Luis was watching me. “You all right?”

“Fine,” I said. “And the Wardens?”

“Got them to coordinate something out of New York, but we’re screwed having any Wardens on the ground for this—it’ll be remote attacks at the other locations, but they’ll make it as good as they can. I’ve got them on standby. All you have to do is give me the go.”

“We go now,” I said. “I will give the signal for the attack when we are in position there. Get ready.”

Agent Turner raised his eyebrows, but didn’t respond otherwise; he walked into the tent. A moment later, his superior burst out, looking thunderous. “Are you out of your mind?” he demanded. “I’m not letting you take people in there now. You don’t even have cover of darkness!”

“It wouldn’t matter if I did,” I said. “Either we’ll be able to hide, or we won’t. Light or darkness is irrelevant to her. But if you want to be useful, make a distraction that will draw the attention of her soldiers.”

“What kind of distraction?”

“Mass our people at the chasm. Make it look like you’re going to come across,” Turner supplied, unexpectedly. “Start using the bullhorn. Tell them you want to talk.”
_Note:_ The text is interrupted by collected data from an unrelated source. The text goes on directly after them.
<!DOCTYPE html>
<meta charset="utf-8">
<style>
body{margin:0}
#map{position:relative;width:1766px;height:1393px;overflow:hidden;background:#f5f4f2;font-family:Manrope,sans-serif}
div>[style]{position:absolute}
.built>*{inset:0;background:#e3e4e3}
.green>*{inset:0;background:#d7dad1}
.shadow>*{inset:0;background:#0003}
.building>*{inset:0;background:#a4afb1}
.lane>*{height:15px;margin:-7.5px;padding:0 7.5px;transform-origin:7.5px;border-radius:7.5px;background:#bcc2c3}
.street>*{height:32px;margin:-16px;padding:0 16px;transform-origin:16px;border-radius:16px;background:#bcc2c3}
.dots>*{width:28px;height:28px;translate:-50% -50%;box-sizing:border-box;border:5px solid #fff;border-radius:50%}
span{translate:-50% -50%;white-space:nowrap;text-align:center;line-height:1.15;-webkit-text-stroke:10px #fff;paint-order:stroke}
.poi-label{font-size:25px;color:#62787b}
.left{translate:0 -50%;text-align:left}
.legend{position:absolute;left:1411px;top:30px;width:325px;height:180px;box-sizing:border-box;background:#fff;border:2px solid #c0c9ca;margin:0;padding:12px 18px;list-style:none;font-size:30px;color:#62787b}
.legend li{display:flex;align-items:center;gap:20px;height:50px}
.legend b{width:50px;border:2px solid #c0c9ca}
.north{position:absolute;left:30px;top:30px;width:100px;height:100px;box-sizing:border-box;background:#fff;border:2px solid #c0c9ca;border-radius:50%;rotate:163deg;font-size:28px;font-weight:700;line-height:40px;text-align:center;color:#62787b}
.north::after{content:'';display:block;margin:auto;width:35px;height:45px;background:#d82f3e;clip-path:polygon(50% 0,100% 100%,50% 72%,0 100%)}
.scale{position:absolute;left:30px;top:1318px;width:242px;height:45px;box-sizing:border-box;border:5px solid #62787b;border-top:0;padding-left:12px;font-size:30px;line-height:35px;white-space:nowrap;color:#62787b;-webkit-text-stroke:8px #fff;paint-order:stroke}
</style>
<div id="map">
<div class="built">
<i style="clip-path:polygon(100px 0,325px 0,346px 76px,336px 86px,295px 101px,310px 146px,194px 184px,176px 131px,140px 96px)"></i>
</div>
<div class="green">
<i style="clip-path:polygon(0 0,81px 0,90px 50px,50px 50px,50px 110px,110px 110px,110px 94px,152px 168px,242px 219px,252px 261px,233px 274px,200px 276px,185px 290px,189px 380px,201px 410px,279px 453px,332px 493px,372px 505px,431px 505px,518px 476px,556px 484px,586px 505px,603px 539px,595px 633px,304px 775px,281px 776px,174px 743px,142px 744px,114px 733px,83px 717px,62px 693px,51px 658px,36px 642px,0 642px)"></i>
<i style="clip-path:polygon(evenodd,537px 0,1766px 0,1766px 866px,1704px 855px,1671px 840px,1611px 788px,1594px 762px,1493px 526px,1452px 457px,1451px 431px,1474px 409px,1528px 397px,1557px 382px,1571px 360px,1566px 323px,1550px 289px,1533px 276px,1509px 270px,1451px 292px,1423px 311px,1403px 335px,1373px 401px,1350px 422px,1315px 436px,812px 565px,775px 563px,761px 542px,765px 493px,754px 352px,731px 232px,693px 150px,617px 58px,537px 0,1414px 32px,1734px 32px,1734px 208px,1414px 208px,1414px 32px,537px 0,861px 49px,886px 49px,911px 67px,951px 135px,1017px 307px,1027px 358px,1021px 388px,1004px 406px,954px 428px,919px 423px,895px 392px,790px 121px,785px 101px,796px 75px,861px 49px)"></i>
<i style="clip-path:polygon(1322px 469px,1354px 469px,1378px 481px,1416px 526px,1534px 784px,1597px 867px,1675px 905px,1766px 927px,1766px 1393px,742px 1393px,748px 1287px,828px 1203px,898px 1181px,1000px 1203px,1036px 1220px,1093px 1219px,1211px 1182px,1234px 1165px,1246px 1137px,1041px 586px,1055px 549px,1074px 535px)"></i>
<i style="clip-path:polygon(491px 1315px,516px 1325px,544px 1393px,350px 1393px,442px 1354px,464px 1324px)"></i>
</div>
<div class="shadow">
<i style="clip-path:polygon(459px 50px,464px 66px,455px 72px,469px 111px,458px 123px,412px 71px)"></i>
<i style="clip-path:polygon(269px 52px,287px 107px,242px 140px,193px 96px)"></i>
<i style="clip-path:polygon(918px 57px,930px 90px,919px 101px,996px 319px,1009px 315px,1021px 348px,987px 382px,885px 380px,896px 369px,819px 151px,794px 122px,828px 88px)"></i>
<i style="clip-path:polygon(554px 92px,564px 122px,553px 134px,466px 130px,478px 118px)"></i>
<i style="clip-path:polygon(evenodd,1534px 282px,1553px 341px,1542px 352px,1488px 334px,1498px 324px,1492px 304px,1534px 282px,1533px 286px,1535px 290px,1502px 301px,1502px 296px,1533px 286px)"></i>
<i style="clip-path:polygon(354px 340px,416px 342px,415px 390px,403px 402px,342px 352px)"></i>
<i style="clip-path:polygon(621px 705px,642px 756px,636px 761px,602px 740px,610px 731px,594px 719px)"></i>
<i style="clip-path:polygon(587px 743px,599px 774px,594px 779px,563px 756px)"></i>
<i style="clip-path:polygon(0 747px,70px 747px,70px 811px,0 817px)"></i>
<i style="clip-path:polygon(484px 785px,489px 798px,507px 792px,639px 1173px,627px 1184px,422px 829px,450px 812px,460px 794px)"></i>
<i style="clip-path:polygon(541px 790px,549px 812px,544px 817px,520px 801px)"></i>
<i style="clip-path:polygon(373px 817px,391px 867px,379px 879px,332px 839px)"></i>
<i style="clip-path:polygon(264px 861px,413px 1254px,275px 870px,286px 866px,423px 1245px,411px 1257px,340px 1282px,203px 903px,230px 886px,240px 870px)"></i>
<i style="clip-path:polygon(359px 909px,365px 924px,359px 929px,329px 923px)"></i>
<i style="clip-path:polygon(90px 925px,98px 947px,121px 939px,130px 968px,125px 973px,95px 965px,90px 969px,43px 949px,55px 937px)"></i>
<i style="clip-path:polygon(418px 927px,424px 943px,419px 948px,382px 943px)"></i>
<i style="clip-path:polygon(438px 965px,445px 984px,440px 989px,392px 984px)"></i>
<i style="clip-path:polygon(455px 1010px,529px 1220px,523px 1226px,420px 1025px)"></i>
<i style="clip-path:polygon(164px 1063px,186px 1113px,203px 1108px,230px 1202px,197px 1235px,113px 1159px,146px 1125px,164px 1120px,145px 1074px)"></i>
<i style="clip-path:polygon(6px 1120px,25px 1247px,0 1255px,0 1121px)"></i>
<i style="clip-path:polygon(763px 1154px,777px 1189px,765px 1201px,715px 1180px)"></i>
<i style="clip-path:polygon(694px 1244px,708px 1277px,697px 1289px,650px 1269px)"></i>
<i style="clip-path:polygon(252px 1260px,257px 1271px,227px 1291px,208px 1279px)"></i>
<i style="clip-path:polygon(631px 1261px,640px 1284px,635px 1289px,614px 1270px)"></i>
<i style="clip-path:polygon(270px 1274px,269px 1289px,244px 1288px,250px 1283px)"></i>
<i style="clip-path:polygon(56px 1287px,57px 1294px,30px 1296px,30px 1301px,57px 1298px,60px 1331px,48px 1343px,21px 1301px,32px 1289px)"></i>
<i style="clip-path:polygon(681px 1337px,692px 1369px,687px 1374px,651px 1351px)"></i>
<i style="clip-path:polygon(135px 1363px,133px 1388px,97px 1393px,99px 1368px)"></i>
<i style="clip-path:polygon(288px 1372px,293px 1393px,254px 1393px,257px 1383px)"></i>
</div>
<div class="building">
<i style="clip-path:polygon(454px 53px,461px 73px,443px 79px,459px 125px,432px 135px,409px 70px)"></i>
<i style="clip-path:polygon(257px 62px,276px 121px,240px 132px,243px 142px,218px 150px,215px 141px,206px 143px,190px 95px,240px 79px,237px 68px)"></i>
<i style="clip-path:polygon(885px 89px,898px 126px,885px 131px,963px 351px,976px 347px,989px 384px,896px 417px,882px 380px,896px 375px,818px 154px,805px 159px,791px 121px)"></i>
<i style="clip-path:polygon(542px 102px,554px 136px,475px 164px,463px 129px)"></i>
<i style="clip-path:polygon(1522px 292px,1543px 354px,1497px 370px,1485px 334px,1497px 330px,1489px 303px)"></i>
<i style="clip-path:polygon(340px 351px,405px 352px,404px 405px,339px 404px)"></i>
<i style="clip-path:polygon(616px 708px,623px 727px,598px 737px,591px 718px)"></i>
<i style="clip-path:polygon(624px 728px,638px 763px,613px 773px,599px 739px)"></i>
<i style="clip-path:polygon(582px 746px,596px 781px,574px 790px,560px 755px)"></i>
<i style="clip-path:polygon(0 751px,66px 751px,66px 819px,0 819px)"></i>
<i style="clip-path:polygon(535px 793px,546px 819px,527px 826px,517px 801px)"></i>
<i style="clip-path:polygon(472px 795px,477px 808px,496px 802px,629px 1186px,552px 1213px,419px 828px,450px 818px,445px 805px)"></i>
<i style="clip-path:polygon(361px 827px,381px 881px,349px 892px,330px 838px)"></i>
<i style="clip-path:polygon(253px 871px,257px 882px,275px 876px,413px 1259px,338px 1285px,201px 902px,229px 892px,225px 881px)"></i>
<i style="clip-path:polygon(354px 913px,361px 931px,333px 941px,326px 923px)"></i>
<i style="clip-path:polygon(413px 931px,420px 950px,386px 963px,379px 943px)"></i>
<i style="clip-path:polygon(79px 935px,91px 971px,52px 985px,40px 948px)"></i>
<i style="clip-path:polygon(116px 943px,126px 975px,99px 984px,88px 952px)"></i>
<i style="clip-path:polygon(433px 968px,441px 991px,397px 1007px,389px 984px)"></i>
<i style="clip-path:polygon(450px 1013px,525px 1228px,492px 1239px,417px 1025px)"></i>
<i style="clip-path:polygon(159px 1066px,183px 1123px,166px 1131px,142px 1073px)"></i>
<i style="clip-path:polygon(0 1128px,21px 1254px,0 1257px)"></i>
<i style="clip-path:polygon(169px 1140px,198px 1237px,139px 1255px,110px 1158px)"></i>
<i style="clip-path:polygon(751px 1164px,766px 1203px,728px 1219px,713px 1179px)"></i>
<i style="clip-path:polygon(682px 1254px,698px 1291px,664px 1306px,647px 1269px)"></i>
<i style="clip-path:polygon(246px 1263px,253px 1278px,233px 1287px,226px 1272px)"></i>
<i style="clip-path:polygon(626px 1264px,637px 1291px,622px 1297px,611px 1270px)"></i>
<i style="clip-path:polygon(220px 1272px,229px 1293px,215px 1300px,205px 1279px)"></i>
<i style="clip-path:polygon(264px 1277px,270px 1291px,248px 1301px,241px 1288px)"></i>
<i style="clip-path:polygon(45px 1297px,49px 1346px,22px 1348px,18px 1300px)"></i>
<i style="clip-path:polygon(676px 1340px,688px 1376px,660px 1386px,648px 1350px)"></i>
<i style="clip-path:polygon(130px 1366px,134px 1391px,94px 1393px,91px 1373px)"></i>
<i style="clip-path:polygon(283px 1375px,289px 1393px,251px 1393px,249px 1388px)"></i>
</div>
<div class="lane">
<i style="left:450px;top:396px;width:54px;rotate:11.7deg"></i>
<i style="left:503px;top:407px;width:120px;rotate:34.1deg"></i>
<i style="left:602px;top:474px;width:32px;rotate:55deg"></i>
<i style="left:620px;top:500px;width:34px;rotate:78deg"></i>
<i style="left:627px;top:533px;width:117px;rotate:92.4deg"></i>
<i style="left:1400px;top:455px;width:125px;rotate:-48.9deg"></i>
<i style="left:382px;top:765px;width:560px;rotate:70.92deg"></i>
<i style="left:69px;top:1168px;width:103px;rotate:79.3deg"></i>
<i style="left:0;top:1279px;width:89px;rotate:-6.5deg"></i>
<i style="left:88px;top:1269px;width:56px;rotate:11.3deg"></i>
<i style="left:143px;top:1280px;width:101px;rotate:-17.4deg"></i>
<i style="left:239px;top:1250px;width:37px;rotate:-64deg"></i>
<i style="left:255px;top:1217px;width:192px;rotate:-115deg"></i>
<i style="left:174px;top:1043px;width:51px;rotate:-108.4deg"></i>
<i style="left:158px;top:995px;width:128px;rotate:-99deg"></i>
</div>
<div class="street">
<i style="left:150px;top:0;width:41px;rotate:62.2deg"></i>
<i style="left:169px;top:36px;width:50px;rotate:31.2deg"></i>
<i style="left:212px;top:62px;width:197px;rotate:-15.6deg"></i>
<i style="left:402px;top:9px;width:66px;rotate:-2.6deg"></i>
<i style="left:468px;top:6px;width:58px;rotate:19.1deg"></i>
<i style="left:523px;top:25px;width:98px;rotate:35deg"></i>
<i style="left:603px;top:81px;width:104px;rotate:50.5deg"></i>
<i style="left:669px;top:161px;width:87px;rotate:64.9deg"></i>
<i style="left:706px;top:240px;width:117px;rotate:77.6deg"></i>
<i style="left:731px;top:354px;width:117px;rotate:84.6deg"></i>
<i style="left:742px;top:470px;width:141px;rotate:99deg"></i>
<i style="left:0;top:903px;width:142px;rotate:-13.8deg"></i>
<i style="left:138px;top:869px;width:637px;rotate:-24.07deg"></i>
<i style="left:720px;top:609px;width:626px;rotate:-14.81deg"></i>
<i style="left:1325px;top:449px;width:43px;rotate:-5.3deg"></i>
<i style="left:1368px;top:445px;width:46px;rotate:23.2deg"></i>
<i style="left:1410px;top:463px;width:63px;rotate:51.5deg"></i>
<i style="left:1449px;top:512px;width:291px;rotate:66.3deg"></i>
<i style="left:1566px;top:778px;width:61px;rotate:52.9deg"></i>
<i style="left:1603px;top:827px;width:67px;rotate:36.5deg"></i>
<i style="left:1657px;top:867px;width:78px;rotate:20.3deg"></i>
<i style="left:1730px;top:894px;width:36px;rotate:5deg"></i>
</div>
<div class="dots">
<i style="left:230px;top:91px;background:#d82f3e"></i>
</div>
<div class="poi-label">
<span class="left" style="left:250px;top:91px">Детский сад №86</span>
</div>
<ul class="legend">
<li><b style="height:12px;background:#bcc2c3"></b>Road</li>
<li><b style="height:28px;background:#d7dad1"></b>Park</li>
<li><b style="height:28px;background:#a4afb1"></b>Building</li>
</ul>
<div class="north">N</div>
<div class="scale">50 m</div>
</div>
I nodded. I had been frankly thinking of something more violent, but that would work and expose the men and women here to less risk overall. “One hour,” I said. “It will take that long for us to get across the chasm, deal with her countermeasures, and reach the dome.”

“Without being detected,” Sanders said. “Right. Sure.”

It was not a perfect plan. And I knew, knew that I was missing something vital. But my conviction was that I had no time to waste, or this would be intensely worse, very soon.